J
jacob navia
Abstract
--------
Garbage collection is a method of managing memory by using a "collector"
library. Periodically, or triggered by an allocation request, the
collector looks for unused memory chunks and recycles them.
This memory allocation strategy has been adapted to C (and C++) by the
library written by Hans J Boehm and Alan J Demers.
Why a Garbage Collector?
-----------------------
Standard C knows only the malloc/calloc/free functions. The programmer
must manage each block of memory it allocates, never forgetting to call
the standard function free() for each block. Any error is immediately
fatal, but helas, not with immediate consequences. Many errors like
freeing a block twice (or more) or forgetting to free an allocated
block will be discovered much later (if at all). This type of bugs are
very difficult to find and a whole industry of software packages
exists just to find this type of bugs.
The garbage collector presents a viable alternative to the traditional
malloc/free "manual" allocation strategies. The allocator of Boehm
tries to find unused memory when either an allocation request is
done, or when explicitely invoked by the programmer.

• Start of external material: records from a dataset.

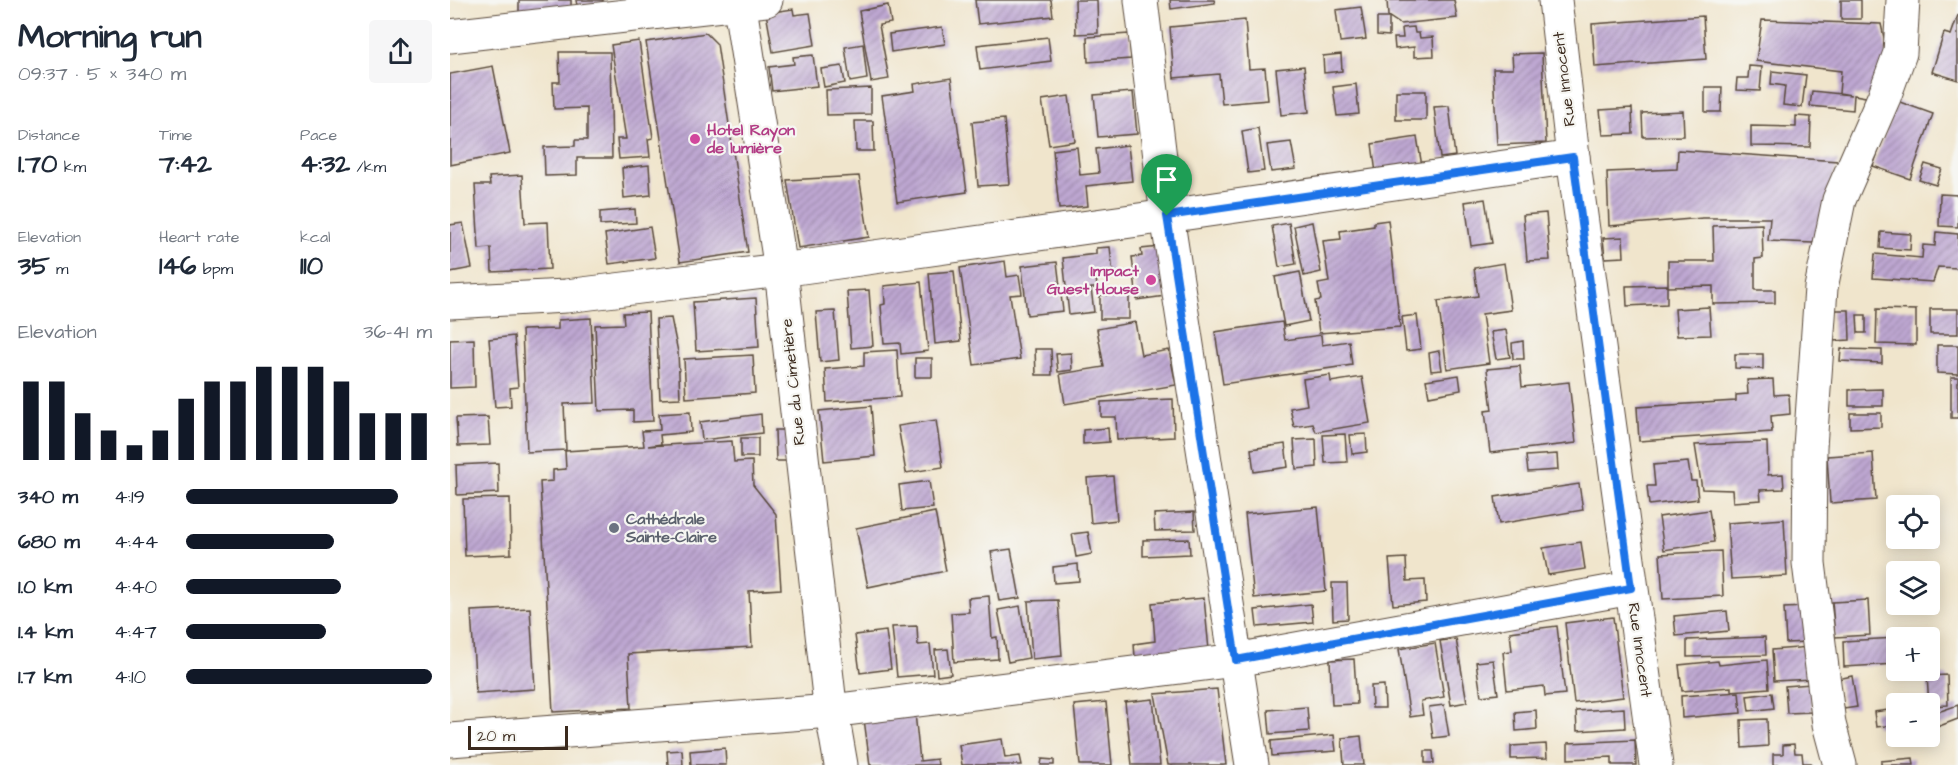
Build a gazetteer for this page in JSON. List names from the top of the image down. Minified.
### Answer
{"streets":{"street":["Rue Innocent","Rue du Cimetière"]},"places":["Hotel Rayon de lumière","Impact Guest House","Cathédrale Sainte-Claire"],"scale_bar":"20 m","page":{"heading":["Morning run","09:37 · 5 × 340 m"],"stats":[["Distance","1.70 km"],["Time","7:42"],["Pace","4:32 /km"],["Elevation","35 m"],["Heart rate","146 bpm"],["kcal","110"]],"chart":["Elevation","36–41 m"],"list":[{"name":"340 m","note":"4:19"},{"name":"680 m","note":"4:44"},{"name":"1.0 km","note":"4:40"},{"name":"1.4 km","note":"4:47"},{"name":"1.7 km","note":"4:10"}],"map_buttons":["+","−"],"scale":"20 m"}}
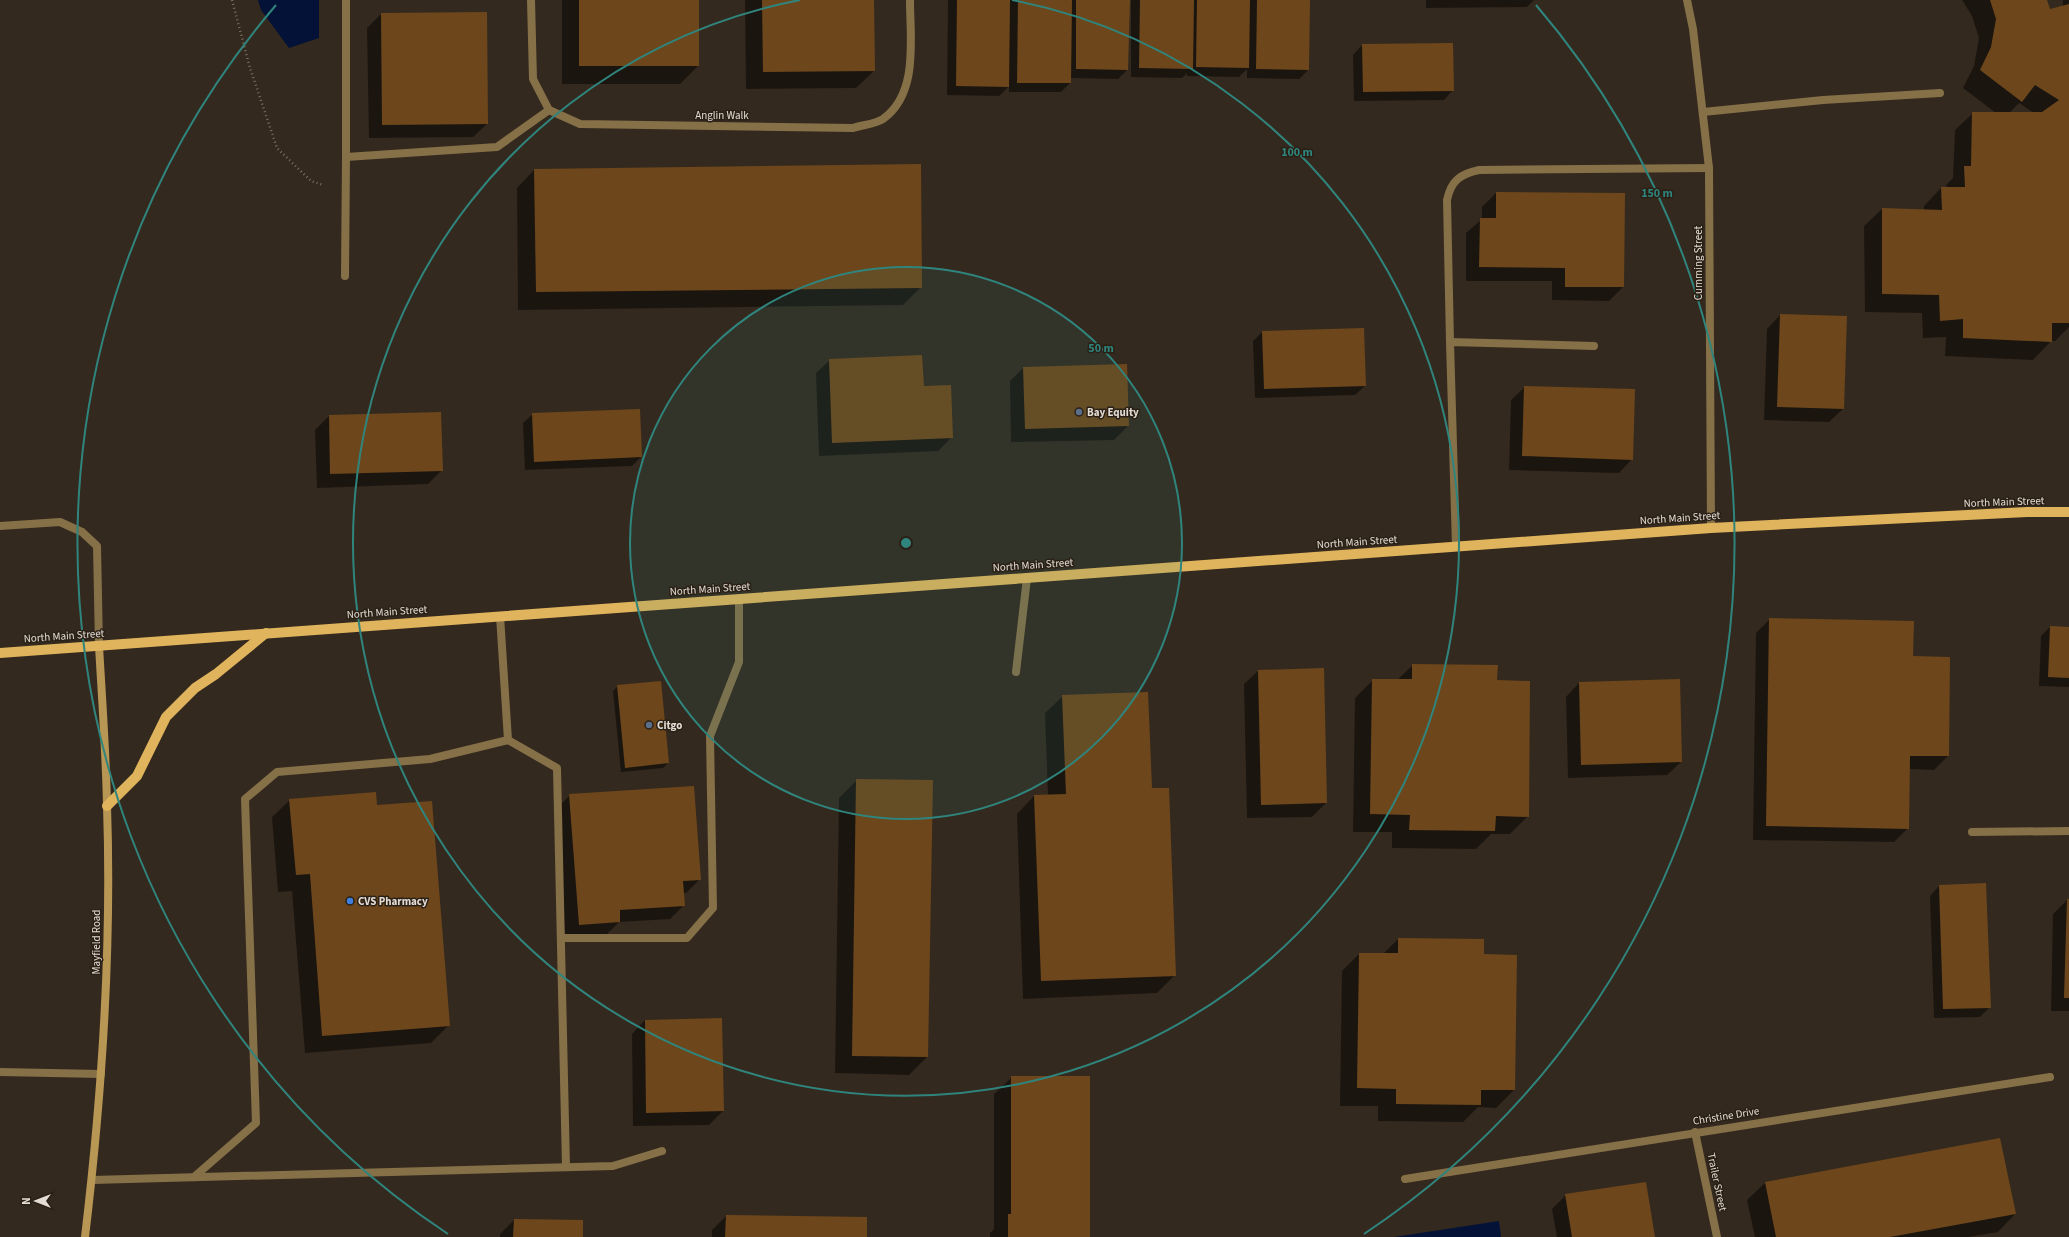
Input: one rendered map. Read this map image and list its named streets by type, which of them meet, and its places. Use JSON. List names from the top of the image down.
{
  "streets": {
    "main road": ["North Main Street"],
    "street": [
      "Anglin Walk",
      "Cumming Street",
      "Mayfield Road",
      "Christine Drive",
      "Trailer Street"
    ]
  },
  "crossings": [
    ["Cumming Street", "North Main Street"],
    ["North Main Street", "Mayfield Road"],
    ["Christine Drive", "Trailer Street"]
  ],
  "places": ["Bay Equity", "Citgo", "CVS Pharmacy"],
  "north": "left",
  "rings": ["100 m", "150 m", "50 m"]
}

The main advantage of a garbage collector is that the programmer is
freed from the responsability of allocating/deallocating memory. The
programmer requests memory to the GC, and then the rest is *automatic*.
Limitations of the GC.
---------------------
The GC needs to see all pointers in a program. Since it scans
periodically memory, it will assume that any block in its block list is
free to reuse when it can't find any pointers to it. This means that the
programmer can't store pointers in the disk, or in the "windows extra
bytes", as it was customary to do under older windows versions, or
elsewhere.
This is actually not a limitation since most programs do not write
pointers to disk, and expect them to be valid later...

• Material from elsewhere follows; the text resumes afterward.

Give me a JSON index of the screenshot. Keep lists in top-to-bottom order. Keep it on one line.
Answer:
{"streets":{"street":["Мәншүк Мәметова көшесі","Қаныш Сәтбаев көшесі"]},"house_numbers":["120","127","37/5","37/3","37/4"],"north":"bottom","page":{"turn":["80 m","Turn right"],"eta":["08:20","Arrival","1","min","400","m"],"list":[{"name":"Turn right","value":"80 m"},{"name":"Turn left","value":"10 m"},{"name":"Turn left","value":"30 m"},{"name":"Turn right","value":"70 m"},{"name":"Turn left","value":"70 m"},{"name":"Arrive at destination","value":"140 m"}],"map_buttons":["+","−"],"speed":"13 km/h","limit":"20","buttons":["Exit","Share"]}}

Obviously, there is an infinite way to hide pointers (by XORing them
with some constant for instance) to hide them from the collector.
This is of no practical significance. Pointers aren't XORed in normal
programs, and if you stay within the normal alignment requirements
of the processor, everything works without any problems.
Performance considerations
--------------------------
In modern workstations, the time needed to make a complete sweep in
mid-size projects is very small, measured in some milliseconds. In
programs that are not real time the GC time is completely undetectable.
I have used Boehm's GC in the IDE of lcc-win32, specially in the
debugger. Each string I show in the "automatic" window is allocated
using the GC. In slow machines you can sometimes see a pause of
less than a second, completely undetectable unless you know that is
there and try to find it.
It must be said too that the malloc/free system is slow too, since at
each allocation request malloc must go through the list of free blocks
trying to find a free one. Memory must be consolidated too, to avoid
fragmentation, and a malloc call can become very expensive, depending
on the implementation and the allocation pattern done by the program.
Portability
-----------
Boehm's GC runs under most standard PC and UNIX/Linux platforms. The
collector should work on Linux, *BSD, recent Windows versions, MacOS X,
HP/UX, Solaris, Tru64, Irix and a few other operating systems. Some
ports are more polished than others. There are instructions for porting
the collector to a new platform. Kenjiro Taura, Toshio Endo, and Akinori
Yonezawa have made available a parallel collector.
Conclusions
-----------
The GC is a good alternative to traditional allocation strategies for C
(and C++). The main weakness of the malloc/free system is that it
doesn't scale. It is impossible to be good at doing a mind numbing task
without any error 100% of the time. You can be good at it, you can be
bad at it, but you can NEVER be perfect. It is human nature.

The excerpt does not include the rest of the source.